## What the task requires
The answer must be every line of the records below that contains the word "hidden".

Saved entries

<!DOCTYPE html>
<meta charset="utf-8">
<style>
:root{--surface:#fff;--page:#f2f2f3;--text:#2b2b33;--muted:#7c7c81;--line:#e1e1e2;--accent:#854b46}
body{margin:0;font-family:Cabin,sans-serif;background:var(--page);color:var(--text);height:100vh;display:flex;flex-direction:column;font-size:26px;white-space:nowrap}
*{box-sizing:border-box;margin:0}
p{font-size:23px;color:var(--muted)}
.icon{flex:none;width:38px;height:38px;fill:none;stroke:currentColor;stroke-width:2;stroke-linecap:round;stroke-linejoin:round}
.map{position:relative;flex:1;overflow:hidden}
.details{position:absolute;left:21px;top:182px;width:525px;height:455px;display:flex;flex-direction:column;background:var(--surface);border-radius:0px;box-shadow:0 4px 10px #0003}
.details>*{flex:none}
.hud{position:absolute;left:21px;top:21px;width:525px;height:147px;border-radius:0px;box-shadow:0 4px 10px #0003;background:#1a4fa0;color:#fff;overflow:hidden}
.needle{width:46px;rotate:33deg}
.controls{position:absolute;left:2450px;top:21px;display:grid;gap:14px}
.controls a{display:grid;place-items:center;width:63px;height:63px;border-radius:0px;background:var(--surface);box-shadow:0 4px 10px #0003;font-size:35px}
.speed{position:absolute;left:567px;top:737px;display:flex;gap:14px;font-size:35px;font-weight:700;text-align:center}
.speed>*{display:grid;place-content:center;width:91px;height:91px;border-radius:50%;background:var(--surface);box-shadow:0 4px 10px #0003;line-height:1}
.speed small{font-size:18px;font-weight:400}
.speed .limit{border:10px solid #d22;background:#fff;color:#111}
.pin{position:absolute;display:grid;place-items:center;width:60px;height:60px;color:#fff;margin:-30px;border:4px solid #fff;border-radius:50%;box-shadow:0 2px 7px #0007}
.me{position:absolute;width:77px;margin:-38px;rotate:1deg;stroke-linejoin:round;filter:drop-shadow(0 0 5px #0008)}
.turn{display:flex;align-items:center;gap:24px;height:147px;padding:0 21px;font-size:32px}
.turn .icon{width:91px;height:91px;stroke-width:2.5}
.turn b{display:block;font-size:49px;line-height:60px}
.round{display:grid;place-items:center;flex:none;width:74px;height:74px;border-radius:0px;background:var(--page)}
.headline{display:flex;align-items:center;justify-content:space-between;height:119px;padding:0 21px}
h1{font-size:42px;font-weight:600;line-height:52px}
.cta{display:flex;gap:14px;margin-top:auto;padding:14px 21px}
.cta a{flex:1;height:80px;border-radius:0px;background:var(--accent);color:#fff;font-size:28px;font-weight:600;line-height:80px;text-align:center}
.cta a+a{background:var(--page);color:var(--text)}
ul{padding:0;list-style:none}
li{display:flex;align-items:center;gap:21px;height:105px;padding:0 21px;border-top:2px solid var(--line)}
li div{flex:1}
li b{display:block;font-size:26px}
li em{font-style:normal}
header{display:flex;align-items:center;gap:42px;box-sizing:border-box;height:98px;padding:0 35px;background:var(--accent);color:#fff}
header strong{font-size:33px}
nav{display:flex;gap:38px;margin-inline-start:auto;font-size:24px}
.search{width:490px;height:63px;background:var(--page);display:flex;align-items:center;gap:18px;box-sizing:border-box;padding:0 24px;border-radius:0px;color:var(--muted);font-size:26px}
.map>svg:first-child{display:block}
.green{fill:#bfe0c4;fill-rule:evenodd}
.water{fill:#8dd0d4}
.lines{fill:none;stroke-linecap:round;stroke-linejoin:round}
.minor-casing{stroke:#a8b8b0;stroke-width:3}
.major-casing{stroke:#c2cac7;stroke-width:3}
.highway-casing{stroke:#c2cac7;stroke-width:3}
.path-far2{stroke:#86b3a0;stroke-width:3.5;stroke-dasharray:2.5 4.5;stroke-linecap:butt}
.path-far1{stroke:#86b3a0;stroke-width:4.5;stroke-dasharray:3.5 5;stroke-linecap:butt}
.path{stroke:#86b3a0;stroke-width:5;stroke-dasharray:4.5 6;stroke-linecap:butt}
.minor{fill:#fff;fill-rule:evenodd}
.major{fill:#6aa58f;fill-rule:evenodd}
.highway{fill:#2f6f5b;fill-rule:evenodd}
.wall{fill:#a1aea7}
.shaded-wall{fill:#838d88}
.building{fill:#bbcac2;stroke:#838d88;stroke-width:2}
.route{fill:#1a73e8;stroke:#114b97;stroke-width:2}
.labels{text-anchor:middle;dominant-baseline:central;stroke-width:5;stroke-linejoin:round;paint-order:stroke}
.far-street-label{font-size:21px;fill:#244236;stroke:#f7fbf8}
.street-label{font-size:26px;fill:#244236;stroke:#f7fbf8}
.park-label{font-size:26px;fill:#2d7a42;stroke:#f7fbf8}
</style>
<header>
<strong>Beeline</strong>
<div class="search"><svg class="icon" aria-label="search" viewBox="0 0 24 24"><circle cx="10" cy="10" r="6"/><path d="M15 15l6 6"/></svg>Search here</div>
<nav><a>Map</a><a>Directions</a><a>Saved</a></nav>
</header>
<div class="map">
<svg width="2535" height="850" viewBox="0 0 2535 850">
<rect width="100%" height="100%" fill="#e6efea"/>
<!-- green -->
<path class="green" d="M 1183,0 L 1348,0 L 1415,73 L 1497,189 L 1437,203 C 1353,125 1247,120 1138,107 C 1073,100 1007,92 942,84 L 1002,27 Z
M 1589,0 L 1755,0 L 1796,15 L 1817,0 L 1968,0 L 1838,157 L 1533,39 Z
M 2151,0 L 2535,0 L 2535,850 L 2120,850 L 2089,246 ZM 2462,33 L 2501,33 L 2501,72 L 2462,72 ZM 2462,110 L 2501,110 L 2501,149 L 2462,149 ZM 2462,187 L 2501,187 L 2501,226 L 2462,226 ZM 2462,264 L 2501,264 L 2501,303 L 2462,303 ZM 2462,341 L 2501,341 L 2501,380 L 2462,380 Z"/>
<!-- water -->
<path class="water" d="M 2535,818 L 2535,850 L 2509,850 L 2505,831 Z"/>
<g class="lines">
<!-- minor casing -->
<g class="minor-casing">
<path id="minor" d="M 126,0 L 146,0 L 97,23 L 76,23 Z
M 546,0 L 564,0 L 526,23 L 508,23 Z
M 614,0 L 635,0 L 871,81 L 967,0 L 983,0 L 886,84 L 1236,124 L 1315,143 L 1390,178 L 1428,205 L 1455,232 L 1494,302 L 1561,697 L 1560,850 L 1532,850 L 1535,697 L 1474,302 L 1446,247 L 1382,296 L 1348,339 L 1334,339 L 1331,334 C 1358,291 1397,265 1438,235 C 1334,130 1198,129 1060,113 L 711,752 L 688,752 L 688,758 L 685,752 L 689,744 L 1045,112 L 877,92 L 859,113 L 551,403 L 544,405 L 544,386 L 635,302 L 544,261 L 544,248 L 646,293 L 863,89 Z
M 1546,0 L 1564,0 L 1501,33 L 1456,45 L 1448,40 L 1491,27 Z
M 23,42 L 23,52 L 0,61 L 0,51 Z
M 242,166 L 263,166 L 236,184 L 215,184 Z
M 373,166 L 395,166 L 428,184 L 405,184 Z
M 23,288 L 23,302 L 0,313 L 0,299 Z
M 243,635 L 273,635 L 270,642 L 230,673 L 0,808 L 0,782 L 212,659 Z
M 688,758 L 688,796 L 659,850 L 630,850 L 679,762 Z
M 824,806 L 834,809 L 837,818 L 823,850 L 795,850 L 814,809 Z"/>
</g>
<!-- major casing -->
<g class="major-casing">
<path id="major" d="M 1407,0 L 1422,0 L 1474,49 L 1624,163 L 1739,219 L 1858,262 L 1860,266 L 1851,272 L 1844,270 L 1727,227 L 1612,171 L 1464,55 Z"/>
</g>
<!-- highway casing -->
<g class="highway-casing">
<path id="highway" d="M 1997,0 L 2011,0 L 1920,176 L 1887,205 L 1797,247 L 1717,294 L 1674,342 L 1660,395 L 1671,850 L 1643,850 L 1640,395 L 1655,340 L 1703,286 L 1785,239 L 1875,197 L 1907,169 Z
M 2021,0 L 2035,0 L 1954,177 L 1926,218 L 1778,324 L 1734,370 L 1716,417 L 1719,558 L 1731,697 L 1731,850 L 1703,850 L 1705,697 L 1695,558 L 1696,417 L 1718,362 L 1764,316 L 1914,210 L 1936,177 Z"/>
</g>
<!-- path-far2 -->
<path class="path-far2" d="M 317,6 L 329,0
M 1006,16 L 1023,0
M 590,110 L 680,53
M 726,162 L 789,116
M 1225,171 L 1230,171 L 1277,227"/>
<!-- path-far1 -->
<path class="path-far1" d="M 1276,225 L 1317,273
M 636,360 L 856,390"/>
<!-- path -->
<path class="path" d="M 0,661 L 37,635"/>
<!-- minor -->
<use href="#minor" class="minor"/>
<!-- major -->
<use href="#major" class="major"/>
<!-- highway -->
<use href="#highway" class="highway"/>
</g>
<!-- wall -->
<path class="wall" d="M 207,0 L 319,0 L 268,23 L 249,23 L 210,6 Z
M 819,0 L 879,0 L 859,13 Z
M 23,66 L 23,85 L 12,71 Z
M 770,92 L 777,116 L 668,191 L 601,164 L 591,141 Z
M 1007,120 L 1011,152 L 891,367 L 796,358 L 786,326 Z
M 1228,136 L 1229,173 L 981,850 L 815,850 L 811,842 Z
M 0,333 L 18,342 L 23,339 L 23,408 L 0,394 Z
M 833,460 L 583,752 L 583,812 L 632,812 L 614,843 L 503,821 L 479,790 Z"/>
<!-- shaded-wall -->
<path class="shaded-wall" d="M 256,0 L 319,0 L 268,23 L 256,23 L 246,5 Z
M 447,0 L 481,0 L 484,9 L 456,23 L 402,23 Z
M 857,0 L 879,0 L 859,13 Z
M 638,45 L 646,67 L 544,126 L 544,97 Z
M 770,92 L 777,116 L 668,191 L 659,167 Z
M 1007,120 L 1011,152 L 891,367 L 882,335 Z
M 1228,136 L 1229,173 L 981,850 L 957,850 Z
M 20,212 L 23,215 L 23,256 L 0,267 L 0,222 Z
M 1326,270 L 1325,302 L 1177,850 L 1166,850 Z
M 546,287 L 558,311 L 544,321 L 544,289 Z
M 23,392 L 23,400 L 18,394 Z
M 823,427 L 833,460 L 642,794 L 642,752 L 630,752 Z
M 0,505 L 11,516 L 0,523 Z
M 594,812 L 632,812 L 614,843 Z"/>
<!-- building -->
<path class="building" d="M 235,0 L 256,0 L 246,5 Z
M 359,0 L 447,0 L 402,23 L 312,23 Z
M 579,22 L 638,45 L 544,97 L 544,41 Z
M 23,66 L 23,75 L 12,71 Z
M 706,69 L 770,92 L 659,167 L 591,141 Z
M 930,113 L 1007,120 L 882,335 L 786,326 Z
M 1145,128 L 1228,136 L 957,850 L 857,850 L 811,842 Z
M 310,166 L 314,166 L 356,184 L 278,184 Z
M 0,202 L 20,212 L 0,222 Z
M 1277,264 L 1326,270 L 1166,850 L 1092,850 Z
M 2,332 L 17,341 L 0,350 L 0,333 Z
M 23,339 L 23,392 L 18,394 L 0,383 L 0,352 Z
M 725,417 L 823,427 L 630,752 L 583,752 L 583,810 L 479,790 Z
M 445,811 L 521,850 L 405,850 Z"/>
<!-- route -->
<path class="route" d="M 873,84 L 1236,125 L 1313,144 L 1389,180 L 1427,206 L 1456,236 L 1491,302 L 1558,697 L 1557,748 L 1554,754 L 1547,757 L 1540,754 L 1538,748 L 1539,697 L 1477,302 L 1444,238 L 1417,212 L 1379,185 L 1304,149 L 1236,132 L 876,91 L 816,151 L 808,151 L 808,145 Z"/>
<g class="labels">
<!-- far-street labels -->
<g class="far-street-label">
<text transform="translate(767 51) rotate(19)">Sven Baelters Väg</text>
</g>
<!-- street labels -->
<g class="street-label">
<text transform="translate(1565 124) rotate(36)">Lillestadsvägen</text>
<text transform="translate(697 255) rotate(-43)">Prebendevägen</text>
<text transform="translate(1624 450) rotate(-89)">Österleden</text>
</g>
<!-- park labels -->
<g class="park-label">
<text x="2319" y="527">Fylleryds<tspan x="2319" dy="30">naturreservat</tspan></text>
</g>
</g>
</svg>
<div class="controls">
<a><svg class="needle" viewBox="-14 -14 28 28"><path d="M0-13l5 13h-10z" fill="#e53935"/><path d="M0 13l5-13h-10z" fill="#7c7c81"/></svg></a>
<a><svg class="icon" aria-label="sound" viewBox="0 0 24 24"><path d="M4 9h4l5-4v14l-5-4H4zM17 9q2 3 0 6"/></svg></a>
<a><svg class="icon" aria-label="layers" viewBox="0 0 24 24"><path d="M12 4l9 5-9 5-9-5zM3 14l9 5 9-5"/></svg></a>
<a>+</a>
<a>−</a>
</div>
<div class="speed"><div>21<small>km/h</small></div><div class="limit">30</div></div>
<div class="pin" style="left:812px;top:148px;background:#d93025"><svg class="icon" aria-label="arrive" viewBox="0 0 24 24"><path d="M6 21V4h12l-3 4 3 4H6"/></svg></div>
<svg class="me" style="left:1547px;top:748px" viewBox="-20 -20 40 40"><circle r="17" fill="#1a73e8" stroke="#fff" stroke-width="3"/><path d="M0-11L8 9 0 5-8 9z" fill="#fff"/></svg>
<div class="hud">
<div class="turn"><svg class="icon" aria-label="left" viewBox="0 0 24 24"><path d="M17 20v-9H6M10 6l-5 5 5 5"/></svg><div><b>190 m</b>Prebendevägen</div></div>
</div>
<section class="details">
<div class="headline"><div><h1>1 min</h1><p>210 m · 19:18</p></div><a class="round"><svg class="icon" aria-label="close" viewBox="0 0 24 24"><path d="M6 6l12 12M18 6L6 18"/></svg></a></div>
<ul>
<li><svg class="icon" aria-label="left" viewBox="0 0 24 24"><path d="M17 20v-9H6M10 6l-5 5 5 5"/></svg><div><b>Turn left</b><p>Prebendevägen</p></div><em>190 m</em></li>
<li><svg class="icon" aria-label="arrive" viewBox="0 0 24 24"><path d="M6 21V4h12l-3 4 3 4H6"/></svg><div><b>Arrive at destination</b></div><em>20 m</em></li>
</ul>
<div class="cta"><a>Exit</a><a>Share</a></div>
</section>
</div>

## Problem solution
.map{position:relative;flex:1;overflow:hidden}
.hud{position:absolute;left:21px;top:21px;width:525px;height:147px;border-radius:0px;box-shadow:0 4px 10px #0003;background:#1a4fa0;color:#fff;overflow:hidden}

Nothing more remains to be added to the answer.